DAS FONTES DA RENDA GERAL OU PÚBLICA DA SOCIEDADE
A renda que deve custear não só a despesa de defender a sociedade e sustentar a dignidade do magistrado-chefe, mas também todas as outras despesas necessárias do governo para as quais a constituição do Estado não proporcionou qualquer renda em particular, pode ser tirada, primeiro, de algum fundo que pertença particularmente ao soberano ou à comunidade, e que é independente da renda do povo, ou segundo, da renda do povo.
PARTE 1
DOS FUNDOS OU FONTES DE RENDA QUE PODEM PERTENCER PARTICULARMENTE AO SOBERANO OU À COMUNIDADE
Os fundos ou fontes de renda que podem pertencer particularmente ao soberano ou à comunidade devem consistir de capital ou terra.

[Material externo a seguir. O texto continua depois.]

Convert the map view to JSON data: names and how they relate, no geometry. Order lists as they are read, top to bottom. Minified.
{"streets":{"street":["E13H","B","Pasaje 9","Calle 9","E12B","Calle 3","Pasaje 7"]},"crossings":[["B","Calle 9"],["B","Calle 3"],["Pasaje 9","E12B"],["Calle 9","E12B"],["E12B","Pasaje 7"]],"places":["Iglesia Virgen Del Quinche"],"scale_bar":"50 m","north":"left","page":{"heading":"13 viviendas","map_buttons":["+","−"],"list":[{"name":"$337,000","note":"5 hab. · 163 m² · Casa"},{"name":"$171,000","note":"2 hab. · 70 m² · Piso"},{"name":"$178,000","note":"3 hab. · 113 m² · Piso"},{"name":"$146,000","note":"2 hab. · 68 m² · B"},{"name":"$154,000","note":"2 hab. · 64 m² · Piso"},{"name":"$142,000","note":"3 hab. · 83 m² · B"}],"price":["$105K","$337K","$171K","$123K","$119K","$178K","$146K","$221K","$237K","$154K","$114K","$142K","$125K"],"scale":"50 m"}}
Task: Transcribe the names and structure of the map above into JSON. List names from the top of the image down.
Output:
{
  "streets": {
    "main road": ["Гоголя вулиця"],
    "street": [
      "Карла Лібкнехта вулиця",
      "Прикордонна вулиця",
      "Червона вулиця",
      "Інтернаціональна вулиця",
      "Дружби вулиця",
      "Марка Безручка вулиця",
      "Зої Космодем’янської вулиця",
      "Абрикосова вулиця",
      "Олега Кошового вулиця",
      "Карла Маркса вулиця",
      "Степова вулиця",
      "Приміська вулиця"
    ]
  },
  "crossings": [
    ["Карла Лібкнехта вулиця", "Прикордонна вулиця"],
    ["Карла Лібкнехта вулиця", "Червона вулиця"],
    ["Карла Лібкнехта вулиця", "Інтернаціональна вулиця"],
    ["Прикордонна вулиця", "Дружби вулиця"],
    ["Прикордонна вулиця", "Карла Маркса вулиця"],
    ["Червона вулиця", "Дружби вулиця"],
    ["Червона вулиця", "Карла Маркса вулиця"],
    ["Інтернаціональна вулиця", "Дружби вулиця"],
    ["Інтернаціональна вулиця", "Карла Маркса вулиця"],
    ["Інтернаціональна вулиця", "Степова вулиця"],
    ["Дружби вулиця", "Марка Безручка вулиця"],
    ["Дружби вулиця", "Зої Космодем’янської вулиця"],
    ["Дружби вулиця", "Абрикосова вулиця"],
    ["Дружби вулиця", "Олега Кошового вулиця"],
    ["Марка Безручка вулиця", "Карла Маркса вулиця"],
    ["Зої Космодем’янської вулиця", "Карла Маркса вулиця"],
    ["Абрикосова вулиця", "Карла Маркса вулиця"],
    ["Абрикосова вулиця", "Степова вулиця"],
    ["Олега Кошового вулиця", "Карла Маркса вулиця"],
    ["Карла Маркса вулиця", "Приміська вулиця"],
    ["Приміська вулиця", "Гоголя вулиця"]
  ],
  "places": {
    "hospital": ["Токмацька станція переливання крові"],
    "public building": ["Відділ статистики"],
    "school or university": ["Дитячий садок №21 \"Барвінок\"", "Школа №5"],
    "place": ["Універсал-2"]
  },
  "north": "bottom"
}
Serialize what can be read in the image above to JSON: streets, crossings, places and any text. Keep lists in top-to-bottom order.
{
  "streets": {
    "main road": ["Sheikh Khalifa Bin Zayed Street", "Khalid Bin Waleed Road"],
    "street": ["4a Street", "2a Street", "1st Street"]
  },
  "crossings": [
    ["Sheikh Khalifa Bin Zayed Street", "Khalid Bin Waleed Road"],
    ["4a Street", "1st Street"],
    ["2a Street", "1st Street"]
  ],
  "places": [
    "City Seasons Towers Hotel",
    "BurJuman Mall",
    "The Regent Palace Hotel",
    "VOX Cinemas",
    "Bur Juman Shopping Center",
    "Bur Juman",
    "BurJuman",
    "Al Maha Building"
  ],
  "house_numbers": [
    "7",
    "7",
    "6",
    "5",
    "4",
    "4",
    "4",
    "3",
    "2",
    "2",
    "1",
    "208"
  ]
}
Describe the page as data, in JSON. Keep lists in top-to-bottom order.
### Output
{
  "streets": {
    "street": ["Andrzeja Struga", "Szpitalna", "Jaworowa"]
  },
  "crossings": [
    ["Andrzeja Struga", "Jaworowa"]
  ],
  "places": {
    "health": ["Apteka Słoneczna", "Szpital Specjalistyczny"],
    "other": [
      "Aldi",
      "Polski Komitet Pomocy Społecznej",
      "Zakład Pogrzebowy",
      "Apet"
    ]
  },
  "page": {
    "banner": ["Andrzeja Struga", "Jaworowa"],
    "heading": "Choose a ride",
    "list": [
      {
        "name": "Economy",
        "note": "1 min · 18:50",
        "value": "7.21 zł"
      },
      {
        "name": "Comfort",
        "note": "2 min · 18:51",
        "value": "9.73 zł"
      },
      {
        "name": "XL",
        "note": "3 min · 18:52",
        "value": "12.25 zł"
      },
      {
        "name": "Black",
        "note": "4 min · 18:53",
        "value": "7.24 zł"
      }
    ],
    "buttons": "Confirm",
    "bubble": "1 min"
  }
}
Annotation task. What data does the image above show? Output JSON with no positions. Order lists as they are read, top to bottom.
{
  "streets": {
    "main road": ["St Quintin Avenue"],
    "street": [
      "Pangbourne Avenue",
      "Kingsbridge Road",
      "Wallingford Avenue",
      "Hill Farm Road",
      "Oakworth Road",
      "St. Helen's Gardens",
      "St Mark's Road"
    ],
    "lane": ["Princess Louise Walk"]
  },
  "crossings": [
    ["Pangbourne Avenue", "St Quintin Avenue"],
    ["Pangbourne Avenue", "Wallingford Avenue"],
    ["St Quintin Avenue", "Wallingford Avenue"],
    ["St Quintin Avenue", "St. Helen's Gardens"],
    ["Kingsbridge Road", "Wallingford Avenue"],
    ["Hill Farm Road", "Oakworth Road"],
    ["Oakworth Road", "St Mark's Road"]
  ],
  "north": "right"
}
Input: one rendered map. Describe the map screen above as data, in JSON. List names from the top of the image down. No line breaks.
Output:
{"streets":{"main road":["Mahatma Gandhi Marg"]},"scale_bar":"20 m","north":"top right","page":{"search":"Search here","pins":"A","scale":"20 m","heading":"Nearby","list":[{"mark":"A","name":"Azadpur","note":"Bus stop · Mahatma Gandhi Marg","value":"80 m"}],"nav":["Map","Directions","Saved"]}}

O soberano, como qualquer outro proprietário de capital, pode derivar uma renda dele, quer empregando-o ele mesmo, ou emprestando-o. Sua renda num caso é o lucro; no outro, o juro.
A renda de um chefe tártaro ou árabe consiste do lucro. Surge principalmente do leite e do aumento de seus próprios rebanhos cuja administração é feita por ele mesmo, e é o principal pastor de sua horda, ou tribo. Porém, apenas neste primitivo e rude estado do governo civil que o lucro constituiu a principal parte da renda pública de um Estado monárquico.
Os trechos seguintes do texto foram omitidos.